Python Script to Audit Webpages for SEO & AI Readiness (No API Key Needed)


Want to quickly check if a webpage has all the essential SEO and AI-friendly elements without using paid tools or API keys? In this guide, we’ll build and run a Python-based webpage auditor using BeautifulSoup and requests. The script works offline, requires no authentication, and returns practical, actionable results.



Why This Script?

Many SEO audit tools are paid or have API limits. This simple_auditor.py script:

  • Audits meta tags (title, description, keywords) case-insensitively.
  • Checks for Open Graph and Twitter/X tags.
  • Validates H1, canonical URLs, and GA4 tracking codes.
  • Counts internal/external links and image alt attribute coverage.
  • Detects structured data (FAQPage, HowTo, VideoObject).
  • Checks for breadcrumbs and sitemap entries in robots.txt.
  • Runs without any Google PageSpeed Insights API key.

Requirements

Make sure you have the following installed:

pip install requests beautifulsoup4 lxml

Python Code: simple_auditor.py

Here’s the full working script. Change url_to_audit to the webpage you want to check.

Copy & Paste Code
	
# simple_auditor.py
# Minimal, API-key-free webpage auditor with case-insensitive meta extraction.
# Change `url_to_audit` to target another page.

import re
import requests
from urllib.parse import urlparse
from bs4 import BeautifulSoup

# ====== Change this URL to audit another page ======
url_to_audit = "https://www.plus2net.com/python/pandas.php"
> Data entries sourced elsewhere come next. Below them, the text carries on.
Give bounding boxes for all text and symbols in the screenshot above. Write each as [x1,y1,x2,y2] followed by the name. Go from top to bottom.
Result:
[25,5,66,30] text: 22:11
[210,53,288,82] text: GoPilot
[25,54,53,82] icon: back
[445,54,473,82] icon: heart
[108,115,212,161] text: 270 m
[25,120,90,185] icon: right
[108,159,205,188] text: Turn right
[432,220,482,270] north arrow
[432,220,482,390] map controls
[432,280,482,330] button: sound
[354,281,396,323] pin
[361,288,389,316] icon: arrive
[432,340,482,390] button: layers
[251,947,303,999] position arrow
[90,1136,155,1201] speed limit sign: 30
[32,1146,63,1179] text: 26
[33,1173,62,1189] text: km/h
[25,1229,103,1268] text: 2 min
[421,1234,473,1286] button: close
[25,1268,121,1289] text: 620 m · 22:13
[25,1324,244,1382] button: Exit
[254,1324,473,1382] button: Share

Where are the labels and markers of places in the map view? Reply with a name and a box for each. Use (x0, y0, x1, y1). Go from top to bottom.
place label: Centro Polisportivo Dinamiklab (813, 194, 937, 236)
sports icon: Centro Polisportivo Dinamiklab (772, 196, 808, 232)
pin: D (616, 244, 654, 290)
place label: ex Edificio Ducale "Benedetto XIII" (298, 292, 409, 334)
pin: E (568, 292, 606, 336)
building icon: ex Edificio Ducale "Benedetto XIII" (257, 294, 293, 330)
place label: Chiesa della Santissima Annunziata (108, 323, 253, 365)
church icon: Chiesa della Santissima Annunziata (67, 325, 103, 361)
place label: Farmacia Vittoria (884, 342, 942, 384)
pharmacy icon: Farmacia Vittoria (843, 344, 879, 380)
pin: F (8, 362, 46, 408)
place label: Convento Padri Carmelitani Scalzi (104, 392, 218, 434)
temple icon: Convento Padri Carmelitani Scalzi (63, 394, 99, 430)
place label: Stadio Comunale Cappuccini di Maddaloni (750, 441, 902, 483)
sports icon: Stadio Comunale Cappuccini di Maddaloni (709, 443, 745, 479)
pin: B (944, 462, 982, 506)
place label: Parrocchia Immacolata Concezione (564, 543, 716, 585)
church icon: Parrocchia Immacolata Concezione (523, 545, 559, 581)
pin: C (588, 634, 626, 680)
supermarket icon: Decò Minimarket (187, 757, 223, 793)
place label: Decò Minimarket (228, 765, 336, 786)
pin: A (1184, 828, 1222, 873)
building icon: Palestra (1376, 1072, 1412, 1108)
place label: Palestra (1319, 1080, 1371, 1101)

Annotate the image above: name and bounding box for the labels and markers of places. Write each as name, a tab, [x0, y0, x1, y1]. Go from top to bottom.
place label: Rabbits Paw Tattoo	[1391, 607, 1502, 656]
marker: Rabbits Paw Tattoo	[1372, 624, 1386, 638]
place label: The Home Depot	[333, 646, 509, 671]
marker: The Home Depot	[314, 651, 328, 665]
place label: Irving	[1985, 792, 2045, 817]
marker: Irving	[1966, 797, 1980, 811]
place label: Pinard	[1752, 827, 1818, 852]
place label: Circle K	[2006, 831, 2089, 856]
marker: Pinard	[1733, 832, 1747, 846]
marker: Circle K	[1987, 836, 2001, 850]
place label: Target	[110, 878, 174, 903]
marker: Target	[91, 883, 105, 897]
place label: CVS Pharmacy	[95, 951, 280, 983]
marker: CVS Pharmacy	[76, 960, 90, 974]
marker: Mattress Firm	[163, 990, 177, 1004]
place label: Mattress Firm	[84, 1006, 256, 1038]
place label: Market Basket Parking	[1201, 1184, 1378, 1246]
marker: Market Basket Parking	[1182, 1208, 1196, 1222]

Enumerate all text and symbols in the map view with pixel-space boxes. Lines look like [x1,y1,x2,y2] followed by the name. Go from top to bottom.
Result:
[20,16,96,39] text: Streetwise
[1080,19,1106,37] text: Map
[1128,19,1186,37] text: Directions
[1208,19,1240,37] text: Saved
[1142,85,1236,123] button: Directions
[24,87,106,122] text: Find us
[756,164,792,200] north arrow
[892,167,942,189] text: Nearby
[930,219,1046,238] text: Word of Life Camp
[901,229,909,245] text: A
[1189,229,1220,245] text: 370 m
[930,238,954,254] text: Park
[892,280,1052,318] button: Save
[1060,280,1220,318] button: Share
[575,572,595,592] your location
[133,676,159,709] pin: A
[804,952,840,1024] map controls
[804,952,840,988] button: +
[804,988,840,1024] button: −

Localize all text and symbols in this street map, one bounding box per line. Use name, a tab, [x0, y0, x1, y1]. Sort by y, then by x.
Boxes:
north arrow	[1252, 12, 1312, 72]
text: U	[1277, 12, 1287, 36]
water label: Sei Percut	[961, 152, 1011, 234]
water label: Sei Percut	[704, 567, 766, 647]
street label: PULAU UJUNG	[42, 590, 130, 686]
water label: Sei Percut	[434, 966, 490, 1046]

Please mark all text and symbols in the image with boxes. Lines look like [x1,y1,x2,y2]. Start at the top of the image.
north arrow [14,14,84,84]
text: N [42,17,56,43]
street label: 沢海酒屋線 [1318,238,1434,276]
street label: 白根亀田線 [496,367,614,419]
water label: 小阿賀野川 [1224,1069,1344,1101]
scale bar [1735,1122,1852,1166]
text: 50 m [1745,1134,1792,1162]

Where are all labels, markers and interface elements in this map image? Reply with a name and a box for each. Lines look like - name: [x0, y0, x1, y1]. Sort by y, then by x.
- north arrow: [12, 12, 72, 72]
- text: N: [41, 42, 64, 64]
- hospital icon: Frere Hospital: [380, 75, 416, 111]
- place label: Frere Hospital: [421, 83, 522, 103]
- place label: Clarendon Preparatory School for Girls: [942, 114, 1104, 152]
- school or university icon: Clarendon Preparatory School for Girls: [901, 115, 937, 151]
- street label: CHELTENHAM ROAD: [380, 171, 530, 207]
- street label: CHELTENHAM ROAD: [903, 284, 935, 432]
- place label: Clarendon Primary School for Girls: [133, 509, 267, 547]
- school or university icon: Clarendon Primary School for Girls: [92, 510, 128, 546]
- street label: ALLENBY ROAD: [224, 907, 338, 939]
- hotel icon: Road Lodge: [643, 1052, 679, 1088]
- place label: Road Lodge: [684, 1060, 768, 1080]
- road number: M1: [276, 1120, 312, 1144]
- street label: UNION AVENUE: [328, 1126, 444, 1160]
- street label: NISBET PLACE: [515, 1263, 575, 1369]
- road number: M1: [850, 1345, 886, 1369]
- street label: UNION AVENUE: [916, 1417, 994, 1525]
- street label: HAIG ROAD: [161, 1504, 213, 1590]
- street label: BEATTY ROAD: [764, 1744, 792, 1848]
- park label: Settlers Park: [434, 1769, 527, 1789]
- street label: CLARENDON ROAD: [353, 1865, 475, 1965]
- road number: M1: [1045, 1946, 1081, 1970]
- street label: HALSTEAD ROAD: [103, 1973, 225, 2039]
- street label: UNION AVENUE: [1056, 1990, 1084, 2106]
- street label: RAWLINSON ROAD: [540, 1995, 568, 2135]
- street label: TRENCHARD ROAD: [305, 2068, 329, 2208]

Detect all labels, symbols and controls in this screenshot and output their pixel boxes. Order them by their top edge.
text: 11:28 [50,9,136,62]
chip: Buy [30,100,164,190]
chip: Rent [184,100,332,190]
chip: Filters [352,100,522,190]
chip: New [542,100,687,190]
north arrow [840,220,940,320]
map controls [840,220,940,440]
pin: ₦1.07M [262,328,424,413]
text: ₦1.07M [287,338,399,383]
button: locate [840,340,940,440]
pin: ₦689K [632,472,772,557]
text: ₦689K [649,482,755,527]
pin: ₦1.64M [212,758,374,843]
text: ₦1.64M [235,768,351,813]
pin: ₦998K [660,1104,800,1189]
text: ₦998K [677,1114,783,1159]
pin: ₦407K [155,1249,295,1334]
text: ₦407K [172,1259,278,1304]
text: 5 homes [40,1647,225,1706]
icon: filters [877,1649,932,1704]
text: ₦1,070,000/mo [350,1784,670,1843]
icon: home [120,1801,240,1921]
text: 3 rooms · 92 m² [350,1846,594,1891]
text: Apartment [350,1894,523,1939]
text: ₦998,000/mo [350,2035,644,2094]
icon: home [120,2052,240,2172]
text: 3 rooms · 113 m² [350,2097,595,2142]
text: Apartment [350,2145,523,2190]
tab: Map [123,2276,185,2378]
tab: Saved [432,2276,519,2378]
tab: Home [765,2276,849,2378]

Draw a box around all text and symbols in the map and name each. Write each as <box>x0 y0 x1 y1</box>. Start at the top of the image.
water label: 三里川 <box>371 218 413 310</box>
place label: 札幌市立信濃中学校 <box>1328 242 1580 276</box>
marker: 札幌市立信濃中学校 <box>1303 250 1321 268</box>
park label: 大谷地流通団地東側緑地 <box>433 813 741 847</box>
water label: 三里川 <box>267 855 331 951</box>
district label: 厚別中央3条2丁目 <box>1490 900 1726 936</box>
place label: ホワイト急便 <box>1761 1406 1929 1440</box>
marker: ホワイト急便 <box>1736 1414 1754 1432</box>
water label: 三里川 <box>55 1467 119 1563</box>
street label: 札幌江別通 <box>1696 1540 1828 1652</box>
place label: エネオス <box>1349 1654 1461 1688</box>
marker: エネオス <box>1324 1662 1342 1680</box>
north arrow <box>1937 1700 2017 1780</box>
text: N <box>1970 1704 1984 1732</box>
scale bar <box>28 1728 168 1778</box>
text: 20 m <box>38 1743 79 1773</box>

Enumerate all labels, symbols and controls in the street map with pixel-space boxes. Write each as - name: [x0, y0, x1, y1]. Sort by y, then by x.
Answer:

UA = "Mozilla/5.0 (compatible; AI-Ready-Auditor/1.1; +https://example.com)"
TIMEOUT = 30


def fetch_html(url: str) -> tuple[int, str]:
    r = requests.get(url, headers={"User-Agent": UA}, timeout=TIMEOUT)
    return r.status_code, r.text


def get_meta_by_name(soup: BeautifulSoup, meta_name: str):
    """
    Case-insensitive fetch of  content.
    Matches NAME="DESCRIPTION" as well as name="description".
    """
    tag = soup.find("meta", attrs={"name": re.compile(rf"^{re.escape(meta_name)}$", re.I)})
    return (tag.get("content") or "").strip() if tag and tag.get("content") else None


def get_meta_by_property(soup: BeautifulSoup, prop_name: str):
    """
    Case-insensitive fetch of  content (e.g., og:description).
    """
    tag = soup.find("meta", attrs={"property": re.compile(rf"^{re.escape(prop_name)}$", re.I)})
    return (tag.get("content") or "").strip() if tag and tag.get("content") else None


def extract_schema_flags(json_ld_blocks: list[str]):
    """
    Simple presence checks for common schema types used in articles.
    """
    j = "\n".join(json_ld_blocks)
    has_faq = "FAQPage" in j
    has_howto = "HowTo" in j
    has_video = "VideoObject" in j
    return has_faq, has_howto, has_video


def analyze(url: str):
    status, html = fetch_html(url)
    soup = BeautifulSoup(html, "lxml")

    # ---- Metadata (case-insensitive for meta name/property values) ----
    title = soup.title.string.strip() if soup.title and soup.title.string else None

    # Description: name=description (any case) with fallback to og:description
    meta_description = get_meta_by_name(soup, "description") or get_meta_by_property(soup, "og:description")
    meta_description_length = len(meta_description) if meta_description else None

    # Keywords (optional, informational)
    meta_keywords = get_meta_by_name(soup, "keywords")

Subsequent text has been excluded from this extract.